These propositions will now be considered in the order given above.
Did the court err in rejecting proof of the Alexander location of January 1, 1901 ? The determination of this question will depend on the pleadings of the plaintiff as they stood at the time of the trial. On September 24, 1906, the complaint proper was filed. The plaintiff therein deraigned his title to the premises in controversy, the Big Clid fractional claim, from a location made by F. F. Bowers on, August 1, 1900, and an amended location thereof of subsequent date under the name of the Daisy placer mining claim, alleging mesne conveyances whereby plaintiff became the owner of an undivided one-fourth interest in the said Daisy claim.
On August 14, 1907, an amended complaint was filed by leave of the court. The plaintiff in that pleading omits the detailed recital of the two several locations hereinabove mentioned, and in section 3 alleges:
“That the said plaintiff is the owner in fee of an undivided one-fourth interest in the premises hereinafter described and entitled to the immediate possession thereof, under and hy virtue of valid and subsisting mining locations, made by his predecessors in interest under the mineral land laws of the United States on and subsequent to August 1, 1900, who thereafter conveyed to said plaintiff hy certain mesne conveyances an undivided one-fourth interest of, in, and to said premises.”

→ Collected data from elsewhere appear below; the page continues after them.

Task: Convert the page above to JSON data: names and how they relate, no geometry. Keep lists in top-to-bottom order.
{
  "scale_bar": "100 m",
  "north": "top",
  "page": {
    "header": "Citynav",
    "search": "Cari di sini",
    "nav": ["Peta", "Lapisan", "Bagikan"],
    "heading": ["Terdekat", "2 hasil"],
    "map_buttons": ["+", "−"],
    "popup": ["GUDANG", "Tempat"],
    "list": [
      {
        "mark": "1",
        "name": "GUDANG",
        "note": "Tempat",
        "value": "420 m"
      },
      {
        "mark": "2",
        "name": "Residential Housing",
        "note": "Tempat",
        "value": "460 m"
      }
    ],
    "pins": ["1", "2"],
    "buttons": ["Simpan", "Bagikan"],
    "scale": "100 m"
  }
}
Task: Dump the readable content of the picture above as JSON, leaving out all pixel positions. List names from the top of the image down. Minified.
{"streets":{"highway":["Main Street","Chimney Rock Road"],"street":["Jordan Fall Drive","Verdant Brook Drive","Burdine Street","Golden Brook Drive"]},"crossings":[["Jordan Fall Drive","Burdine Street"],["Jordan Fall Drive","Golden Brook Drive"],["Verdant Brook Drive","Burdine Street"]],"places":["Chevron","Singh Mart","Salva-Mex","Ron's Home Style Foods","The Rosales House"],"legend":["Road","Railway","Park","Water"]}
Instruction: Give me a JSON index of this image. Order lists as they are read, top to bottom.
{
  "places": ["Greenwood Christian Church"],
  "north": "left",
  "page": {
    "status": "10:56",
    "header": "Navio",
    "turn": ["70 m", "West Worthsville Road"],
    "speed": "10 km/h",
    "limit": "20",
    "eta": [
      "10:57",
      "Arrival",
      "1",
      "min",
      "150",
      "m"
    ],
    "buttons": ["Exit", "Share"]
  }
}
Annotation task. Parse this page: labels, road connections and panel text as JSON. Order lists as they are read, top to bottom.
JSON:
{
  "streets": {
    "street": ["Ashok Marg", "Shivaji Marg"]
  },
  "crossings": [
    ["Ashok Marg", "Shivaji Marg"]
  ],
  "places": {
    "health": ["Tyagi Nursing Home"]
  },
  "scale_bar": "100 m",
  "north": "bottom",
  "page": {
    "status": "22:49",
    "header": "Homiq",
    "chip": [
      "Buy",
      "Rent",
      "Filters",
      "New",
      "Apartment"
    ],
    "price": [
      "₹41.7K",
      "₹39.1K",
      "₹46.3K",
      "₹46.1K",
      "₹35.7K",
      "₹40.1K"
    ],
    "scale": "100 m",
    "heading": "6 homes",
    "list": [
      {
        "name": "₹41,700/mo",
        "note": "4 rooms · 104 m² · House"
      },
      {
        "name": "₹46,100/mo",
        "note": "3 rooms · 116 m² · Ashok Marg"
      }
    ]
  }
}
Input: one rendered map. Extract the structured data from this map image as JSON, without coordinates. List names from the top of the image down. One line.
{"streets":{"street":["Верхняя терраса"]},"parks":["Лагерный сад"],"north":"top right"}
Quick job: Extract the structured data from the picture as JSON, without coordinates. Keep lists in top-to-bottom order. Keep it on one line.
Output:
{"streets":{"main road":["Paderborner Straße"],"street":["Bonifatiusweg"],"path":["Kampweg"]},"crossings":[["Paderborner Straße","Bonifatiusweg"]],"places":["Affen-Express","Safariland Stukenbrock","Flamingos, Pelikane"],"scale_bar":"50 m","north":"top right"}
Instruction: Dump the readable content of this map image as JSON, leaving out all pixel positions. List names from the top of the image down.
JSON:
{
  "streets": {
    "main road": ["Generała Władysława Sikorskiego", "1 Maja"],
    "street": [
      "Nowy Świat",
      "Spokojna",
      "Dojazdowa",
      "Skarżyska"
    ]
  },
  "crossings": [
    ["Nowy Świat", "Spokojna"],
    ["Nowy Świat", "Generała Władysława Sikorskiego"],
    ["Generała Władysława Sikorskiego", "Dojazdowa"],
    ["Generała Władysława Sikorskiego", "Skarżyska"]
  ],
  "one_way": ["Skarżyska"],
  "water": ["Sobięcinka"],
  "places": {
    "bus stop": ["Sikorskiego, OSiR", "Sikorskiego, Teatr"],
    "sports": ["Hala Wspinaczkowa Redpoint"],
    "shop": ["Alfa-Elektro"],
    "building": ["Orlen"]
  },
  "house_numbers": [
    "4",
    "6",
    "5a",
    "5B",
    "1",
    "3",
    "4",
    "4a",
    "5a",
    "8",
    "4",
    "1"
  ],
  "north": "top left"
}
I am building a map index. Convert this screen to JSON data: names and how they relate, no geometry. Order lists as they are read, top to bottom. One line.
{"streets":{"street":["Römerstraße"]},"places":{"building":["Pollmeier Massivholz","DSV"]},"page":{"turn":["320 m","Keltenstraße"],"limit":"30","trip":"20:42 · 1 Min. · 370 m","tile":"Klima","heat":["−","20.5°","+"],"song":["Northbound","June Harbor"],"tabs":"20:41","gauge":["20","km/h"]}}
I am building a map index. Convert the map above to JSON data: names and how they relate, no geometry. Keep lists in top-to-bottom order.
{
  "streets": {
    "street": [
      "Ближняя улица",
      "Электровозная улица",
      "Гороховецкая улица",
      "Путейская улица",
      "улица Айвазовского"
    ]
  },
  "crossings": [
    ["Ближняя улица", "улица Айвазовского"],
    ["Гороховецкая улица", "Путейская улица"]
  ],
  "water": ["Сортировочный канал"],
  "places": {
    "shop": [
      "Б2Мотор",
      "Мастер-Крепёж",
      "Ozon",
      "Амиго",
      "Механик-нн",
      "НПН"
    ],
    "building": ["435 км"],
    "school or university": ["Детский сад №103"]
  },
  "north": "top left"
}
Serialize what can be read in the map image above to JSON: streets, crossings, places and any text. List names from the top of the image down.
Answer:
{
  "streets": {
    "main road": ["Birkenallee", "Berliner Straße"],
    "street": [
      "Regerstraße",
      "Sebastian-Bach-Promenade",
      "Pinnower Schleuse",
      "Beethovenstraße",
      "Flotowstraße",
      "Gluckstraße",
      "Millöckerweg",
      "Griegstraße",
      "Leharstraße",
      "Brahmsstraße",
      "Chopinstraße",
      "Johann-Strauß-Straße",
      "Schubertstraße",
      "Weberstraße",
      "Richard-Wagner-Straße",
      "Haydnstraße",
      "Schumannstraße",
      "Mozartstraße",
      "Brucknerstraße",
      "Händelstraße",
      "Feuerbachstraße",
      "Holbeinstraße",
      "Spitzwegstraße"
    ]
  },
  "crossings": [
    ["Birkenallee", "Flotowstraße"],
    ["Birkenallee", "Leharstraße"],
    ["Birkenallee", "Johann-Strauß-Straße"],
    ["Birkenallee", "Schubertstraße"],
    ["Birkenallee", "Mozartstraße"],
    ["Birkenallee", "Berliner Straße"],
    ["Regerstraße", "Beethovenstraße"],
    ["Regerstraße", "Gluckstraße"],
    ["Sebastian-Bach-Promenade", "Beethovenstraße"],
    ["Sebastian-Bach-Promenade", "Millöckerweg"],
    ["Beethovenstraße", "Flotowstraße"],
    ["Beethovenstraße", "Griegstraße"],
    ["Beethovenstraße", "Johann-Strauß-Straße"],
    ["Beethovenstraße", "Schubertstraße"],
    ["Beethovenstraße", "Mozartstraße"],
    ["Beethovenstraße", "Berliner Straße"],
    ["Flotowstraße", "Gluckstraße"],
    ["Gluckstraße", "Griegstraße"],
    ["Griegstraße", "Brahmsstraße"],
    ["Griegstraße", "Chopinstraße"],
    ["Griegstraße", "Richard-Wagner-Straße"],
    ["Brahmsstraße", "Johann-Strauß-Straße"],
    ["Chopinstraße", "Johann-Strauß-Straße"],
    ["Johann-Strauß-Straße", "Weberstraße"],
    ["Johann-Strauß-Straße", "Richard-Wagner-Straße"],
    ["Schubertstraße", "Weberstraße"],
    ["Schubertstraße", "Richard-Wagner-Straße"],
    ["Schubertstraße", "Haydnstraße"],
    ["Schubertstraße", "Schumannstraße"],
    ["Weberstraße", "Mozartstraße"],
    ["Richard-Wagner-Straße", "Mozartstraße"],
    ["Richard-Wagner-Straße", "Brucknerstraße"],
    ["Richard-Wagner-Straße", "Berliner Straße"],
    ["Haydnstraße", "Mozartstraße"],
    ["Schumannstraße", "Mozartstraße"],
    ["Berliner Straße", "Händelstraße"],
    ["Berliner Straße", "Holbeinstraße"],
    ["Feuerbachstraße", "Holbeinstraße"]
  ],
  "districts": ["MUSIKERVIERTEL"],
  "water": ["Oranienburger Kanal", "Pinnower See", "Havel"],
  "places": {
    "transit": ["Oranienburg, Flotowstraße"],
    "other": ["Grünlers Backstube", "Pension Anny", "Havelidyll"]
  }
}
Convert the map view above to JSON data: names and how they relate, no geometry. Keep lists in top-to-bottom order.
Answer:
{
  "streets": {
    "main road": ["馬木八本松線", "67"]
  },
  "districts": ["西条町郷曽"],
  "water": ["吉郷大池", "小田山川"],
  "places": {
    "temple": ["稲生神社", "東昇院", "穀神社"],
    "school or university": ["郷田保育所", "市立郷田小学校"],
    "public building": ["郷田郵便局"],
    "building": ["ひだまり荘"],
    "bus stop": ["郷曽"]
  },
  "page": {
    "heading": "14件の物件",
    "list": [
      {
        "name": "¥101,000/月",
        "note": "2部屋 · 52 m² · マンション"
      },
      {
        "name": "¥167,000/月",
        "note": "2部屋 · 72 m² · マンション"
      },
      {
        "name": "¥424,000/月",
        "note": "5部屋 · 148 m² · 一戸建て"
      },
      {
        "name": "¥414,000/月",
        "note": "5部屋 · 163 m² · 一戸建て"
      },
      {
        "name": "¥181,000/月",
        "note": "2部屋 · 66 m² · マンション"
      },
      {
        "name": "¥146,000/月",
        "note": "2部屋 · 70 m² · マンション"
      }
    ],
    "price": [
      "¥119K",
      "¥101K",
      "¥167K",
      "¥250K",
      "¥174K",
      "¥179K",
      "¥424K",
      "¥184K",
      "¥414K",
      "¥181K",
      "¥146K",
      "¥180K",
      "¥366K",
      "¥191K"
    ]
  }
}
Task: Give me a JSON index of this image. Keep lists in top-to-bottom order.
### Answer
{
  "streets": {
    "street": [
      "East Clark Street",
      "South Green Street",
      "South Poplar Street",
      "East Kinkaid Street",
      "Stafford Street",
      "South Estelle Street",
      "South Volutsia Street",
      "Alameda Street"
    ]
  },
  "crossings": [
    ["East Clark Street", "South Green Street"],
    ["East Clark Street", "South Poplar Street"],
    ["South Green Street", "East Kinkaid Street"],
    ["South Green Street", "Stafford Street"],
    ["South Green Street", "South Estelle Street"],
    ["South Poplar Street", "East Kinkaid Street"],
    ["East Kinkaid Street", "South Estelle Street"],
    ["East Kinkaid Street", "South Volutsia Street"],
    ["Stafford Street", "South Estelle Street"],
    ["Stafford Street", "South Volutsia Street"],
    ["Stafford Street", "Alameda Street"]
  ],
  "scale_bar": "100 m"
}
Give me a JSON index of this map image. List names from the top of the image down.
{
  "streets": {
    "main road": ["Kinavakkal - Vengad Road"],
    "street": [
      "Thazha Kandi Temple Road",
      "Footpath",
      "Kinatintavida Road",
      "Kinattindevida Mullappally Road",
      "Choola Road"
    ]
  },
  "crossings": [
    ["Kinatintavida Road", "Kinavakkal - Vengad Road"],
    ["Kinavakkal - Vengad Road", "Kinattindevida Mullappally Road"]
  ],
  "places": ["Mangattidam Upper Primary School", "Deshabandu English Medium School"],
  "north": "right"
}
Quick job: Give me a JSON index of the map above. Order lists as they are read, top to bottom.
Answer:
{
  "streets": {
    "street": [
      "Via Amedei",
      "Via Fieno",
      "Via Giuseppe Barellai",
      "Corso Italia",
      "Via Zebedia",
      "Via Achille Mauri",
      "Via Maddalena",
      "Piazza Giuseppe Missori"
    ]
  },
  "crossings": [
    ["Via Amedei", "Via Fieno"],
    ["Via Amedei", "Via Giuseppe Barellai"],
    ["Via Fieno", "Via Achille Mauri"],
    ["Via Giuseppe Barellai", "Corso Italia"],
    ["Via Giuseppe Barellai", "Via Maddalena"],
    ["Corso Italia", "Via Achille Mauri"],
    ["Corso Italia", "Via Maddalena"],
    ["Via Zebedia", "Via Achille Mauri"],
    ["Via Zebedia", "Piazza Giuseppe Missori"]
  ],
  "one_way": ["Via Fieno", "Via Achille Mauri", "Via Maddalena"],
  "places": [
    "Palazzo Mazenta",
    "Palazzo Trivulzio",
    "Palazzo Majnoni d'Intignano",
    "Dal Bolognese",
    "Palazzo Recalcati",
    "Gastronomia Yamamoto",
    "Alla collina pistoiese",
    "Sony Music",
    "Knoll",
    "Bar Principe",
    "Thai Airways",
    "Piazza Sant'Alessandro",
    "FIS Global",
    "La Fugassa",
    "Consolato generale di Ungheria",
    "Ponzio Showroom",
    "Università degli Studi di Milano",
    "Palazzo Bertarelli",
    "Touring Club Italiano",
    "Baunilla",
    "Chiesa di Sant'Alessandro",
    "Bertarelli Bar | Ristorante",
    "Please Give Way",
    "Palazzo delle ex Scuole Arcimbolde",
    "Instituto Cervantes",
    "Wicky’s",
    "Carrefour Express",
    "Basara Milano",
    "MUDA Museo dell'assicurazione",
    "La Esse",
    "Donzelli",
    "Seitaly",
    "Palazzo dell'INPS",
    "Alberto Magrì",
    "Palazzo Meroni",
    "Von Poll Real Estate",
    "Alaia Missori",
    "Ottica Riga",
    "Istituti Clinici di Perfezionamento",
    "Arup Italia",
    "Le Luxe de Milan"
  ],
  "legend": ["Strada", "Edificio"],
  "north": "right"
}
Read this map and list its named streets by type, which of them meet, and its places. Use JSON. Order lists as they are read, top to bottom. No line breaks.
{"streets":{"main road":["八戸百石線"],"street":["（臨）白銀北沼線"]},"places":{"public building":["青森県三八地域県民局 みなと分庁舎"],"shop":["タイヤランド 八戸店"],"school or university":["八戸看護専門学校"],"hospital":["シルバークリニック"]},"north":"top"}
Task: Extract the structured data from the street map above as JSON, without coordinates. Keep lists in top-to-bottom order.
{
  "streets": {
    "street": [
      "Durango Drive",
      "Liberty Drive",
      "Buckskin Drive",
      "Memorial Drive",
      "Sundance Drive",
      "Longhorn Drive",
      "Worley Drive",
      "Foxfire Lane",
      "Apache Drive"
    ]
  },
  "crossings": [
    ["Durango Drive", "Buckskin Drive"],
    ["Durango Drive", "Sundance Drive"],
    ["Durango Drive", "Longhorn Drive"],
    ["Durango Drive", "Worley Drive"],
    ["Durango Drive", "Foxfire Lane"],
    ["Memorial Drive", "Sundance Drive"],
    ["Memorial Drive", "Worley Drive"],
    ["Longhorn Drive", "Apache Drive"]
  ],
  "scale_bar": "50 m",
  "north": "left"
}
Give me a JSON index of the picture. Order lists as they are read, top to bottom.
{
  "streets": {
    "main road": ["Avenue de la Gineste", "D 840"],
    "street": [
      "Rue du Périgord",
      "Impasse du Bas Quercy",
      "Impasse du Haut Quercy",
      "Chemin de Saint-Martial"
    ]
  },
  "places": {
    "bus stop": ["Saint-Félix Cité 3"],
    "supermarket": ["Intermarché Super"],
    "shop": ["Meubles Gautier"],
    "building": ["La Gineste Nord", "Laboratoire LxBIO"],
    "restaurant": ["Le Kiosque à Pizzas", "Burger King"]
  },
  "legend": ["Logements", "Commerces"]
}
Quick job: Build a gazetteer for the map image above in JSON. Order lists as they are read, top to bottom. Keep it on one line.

*612 Nowhere in tliis amended complaint is the claim in controversy given a name, but a description of it by metes and bounds does appear. . On September 4, 1907, a motion was filed to make this amended complaint more definite and certain, by setting forth therein under what mining locations plaintiff claims to have an undivided one-fourth interest in the premises described in the complaint, and when and by whom said locations were made. Subsequently, after argument, the motion was overruled by the court. The plaintiff in this second complaint describes it as an amended complaint.On September 16, 1908, the plaintiff filed a third complaint, to which he also gave the title “amended complaint.” The apparent object of the pleader in filing the first amended complaint was to allege either the location of the Big Clid, coupled with the location of the Daisy as an amendment of the Big Clid, or to allege these with another location made subsequent to August 1, 1900. There is nothing in the second pleading suggestive of an intent to open the way for the introduction of evidence of a title accruing to the plaintiff after the institution of the action. Under the provisions of the Civil Code of Alaska it is the peculiar function of a supplemental complaint to give notice of such design of the pleader.
Section 98 of the Code (chapter 11) authorizes a supplemental complaint, and prescribes the characteristic distinguishing it from both an original and an amended complaint. The language of the section is :
“The plaintiff and defendant respectively may be allowed on motion to make a supplemental complaint, answer or reply, alleging facts material to the case occurring after the former complaint, answer or reply. Copies of all pleadings subsequent to the complaint must be served upon the adverse party or his attorney.”
The feature on the face of a complaint, or other pleading, which marks it as supplemental, is seen in its allegation of facts material to the case expressed to have accrued after the former
*613 complaint or other pleading. It will not suffice to veil the nature of the pleading by means of misleading or uncertain language. The legislative intent manifested by the language of section 98 is that the court and adverse party shall be enabled thereby readily to take notice, by reading- the pleading, of its true meaning and purpose.The first amended complaint of August 14, 1907, discloses no intent to introduce at the trial evidence of a title acquired' later than the filing pf the original complaint in the action. Nor does the third complaint, also labeled “amended complaint,” notify of such intent; for it was filed to give a more accurate description of the ground which was the subject of the controversy than the first amended complaint furnished, and for that purpose only. The counsel for the plaintiff have urged that the pleader’s intent to allege facts occurring subsequent to the filing of the original complaint is shown by the motion which accompanied the complaint of August. 14, 1907, and was attached to it. The motion reads:
“Comes now the plaintiff in the above-entitled action and moves the court for leave to file an amended complaint in said action. This motion is based on the records and files in the above-entitled action, and facts occurring subsequent to the filing of the original complaint therein.”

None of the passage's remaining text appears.